Saturday, August 17, 2013


Choice is one of the great human freedoms. It comes up frequently existential psychotherapy, and not just in the sense of, "I have to make a choice between options." The choices that we make each day--how we greet our day, what we eat, how we work--all come together to create the life we lead. 

We have to choose some things over others. Will we choose to go to college, or will we learn a trade? Will we spend our free afternoon reading or painting? Will we go to the gym or go home and watch television? Will we work overtime or will we spend time with our family?

The necessity of choice is real. We do not have time to do everything, and we really cannot “have it all.” Since we must choose, the important question is “What do we choose?”

We can recognize that our choices either bring us closer to who we are and want to be, or they take us farther away from ourselves. In my experience, the people who make the choices to bring themselves closer to who they are are the people who thrive.

And in order to make choices that bring us closer to who we are, we first have to know ourselves at our core. Over the door of my office there is a small inscription--”Know thyself.” I borrow the poetic turn of that phrase from the Oracle at Delphi, but the fundamental truth--that knowing ourselves leads us to walking in the world with authenticity--remains the same 4,000 years after it was originally inscribed.

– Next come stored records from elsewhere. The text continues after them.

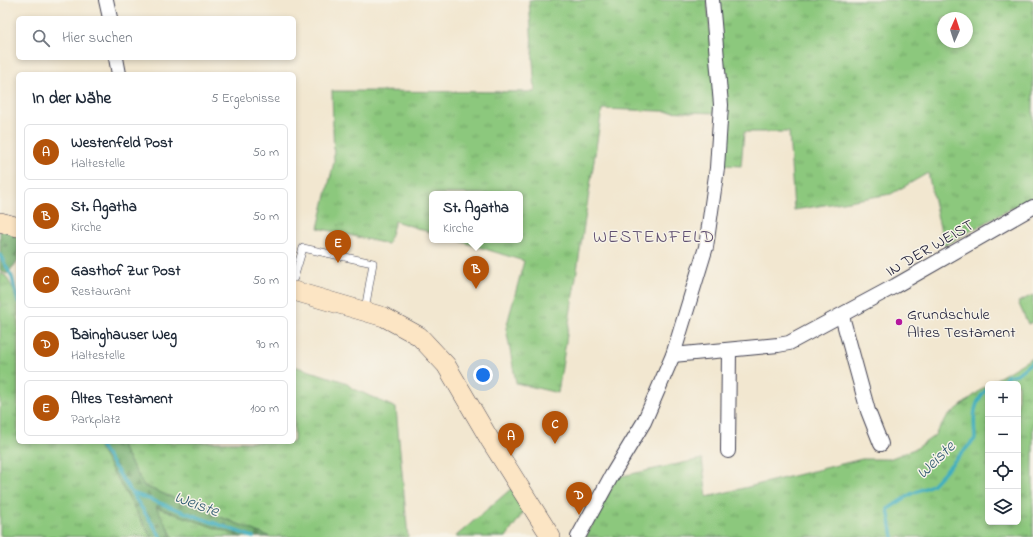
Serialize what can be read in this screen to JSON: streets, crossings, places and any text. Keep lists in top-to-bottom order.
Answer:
{
  "streets": {
    "street": ["IN DER WEIST"]
  },
  "districts": ["WESTENFELD"],
  "water": ["Weiste"],
  "places": ["Grundschule Altes Testament"],
  "north": "top",
  "page": {
    "search": "Hier suchen",
    "heading": ["In der Nähe", "5 Ergebnisse"],
    "list": [
      {
        "mark": "A",
        "name": "Westenfeld Post",
        "note": "Haltestelle",
        "value": "50 m"
      },
      {
        "mark": "B",
        "name": "St. Agatha",
        "note": "Kirche",
        "value": "50 m"
      },
      {
        "mark": "C",
        "name": "Gasthof Zur Post",
        "note": "Restaurant",
        "value": "50 m"
      },
      {
        "mark": "D",
        "name": "Bainghauser Weg",
        "note": "Haltestelle",
        "value": "90 m"
      },
      {
        "mark": "E",
        "name": "Altes Testament",
        "note": "Parkplatz",
        "value": "100 m"
      }
    ],
    "popup": ["St. Agatha", "Kirche"],
    "pins": [
      "E",
      "B",
      "C",
      "A",
      "D"
    ],
    "map_buttons": ["+", "−"]
  }
}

And what do I do, then, when I constantly feel that I am making choices that are “not who I am?” I had a client who continually stated that his life was not what he wanted it to be. Eventually, I confronted this by saying, “Yes, but this is the life you have. More than that—this is the life you made, the life you chose.”

In those honest moments, we have to admit that is possible that the person we are is not the person that we want to be. And then I have another choice: Am I going to do something about it?